# Task to complete
Please take the records that follow and repeat exactly the lines starting with the line with "Serialize what can be read in the image" and going on through the line with "I am building".

# Information supplied
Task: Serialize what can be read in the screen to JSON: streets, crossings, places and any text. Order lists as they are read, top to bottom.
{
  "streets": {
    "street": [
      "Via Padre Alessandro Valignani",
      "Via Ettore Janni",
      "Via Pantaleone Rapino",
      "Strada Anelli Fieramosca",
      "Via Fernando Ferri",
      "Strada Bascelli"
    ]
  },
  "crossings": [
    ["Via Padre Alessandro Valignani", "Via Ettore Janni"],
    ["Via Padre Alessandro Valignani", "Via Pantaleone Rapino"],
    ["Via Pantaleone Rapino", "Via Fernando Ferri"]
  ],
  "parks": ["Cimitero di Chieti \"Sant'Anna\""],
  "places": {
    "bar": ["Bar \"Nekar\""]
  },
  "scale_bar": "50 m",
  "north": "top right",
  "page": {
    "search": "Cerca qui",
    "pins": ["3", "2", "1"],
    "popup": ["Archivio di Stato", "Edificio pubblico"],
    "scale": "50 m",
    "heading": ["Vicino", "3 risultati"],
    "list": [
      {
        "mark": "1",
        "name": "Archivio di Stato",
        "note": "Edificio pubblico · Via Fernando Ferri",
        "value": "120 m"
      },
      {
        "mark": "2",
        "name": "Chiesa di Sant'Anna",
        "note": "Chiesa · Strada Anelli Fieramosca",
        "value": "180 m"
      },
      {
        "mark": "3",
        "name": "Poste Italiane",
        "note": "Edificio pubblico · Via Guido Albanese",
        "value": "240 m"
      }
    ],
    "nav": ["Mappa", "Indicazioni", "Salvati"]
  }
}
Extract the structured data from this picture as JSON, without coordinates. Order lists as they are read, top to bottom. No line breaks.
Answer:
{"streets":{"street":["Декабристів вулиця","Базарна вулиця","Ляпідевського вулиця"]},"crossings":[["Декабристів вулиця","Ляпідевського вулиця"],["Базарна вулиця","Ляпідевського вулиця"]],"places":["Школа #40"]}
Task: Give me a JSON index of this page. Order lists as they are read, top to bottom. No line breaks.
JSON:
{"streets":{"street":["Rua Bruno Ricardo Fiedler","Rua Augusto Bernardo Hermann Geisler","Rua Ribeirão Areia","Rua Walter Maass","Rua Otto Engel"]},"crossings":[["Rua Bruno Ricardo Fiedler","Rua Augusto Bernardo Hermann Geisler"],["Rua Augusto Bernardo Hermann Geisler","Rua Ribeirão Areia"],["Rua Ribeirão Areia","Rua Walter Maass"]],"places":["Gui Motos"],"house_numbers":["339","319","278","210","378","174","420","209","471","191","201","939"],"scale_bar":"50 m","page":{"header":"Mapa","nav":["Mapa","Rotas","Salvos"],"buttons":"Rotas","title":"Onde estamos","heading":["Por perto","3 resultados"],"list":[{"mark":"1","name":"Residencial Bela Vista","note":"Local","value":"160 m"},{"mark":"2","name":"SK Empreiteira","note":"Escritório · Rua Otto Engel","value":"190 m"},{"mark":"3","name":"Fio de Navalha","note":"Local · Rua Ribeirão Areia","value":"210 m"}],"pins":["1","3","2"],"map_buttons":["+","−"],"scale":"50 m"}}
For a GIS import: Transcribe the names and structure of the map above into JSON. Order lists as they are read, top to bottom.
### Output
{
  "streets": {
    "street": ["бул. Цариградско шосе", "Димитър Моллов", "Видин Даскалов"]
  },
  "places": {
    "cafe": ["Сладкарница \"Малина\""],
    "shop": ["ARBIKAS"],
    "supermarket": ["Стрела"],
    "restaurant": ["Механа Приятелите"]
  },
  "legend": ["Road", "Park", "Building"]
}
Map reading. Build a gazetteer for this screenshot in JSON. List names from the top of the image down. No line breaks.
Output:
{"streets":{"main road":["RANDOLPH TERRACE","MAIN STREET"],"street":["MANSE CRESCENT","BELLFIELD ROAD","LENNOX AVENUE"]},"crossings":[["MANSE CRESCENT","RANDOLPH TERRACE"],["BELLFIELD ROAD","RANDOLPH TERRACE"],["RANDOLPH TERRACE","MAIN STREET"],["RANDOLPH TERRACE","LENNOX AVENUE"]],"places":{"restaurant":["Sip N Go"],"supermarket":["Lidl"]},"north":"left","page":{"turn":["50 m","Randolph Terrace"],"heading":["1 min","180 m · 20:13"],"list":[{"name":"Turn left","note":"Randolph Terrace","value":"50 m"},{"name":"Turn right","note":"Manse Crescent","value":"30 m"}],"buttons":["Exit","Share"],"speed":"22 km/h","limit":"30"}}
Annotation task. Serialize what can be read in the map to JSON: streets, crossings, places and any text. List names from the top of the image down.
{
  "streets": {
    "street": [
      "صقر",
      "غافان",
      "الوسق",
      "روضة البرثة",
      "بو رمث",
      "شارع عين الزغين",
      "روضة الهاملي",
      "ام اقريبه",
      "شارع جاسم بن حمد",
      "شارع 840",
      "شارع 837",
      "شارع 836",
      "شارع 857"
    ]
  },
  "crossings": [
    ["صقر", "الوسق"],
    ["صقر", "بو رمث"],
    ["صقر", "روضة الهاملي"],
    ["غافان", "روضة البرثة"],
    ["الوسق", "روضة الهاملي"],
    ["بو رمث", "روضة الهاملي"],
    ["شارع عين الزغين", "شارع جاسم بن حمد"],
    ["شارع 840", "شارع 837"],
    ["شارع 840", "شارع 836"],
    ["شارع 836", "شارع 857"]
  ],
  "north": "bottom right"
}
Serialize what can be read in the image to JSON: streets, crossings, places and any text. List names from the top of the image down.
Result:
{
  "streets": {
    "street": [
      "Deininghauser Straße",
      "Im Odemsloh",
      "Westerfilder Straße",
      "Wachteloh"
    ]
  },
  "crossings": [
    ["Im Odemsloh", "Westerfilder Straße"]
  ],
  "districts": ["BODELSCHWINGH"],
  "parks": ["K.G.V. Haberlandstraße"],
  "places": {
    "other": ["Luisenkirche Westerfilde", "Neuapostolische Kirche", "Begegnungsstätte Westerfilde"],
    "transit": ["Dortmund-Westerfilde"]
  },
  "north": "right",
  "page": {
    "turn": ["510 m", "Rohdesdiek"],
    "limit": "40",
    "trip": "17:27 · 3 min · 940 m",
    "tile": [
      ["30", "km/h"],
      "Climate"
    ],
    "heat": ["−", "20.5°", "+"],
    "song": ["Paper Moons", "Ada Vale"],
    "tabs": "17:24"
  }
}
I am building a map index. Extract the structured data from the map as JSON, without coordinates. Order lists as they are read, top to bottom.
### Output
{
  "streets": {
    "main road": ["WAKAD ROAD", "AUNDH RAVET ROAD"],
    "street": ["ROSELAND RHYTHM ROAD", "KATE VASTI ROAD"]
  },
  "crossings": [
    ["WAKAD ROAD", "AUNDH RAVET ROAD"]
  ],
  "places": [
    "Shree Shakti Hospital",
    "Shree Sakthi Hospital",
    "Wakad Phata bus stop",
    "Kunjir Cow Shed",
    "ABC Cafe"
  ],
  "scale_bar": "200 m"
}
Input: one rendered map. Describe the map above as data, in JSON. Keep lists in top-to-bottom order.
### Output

# Task result
Serialize what can be read in the image to JSON: streets, crossings, places and any text. List names from the top of the image down.
Result:
{
  "streets": {
    "street": [
      "Deininghauser Straße",
      "Im Odemsloh",
      "Westerfilder Straße",
      "Wachteloh"
    ]
  },
  "crossings": [
    ["Im Odemsloh", "Westerfilder Straße"]
  ],
  "districts": ["BODELSCHWINGH"],
  "parks": ["K.G.V. Haberlandstraße"],
  "places": {
    "other": ["Luisenkirche Westerfilde", "Neuapostolische Kirche", "Begegnungsstätte Westerfilde"],
    "transit": ["Dortmund-Westerfilde"]
  },
  "north": "right",
  "page": {
    "turn": ["510 m", "Rohdesdiek"],
    "limit": "40",
    "trip": "17:27 · 3 min · 940 m",
    "tile": [
      ["30", "km/h"],
      "Climate"
    ],
    "heat": ["−", "20.5°", "+"],
    "song": ["Paper Moons", "Ada Vale"],
    "tabs": "17:24"
  }
}
I am building a map index. Extract the structured data from the map as JSON, without coordinates. Order lists as they are read, top to bottom.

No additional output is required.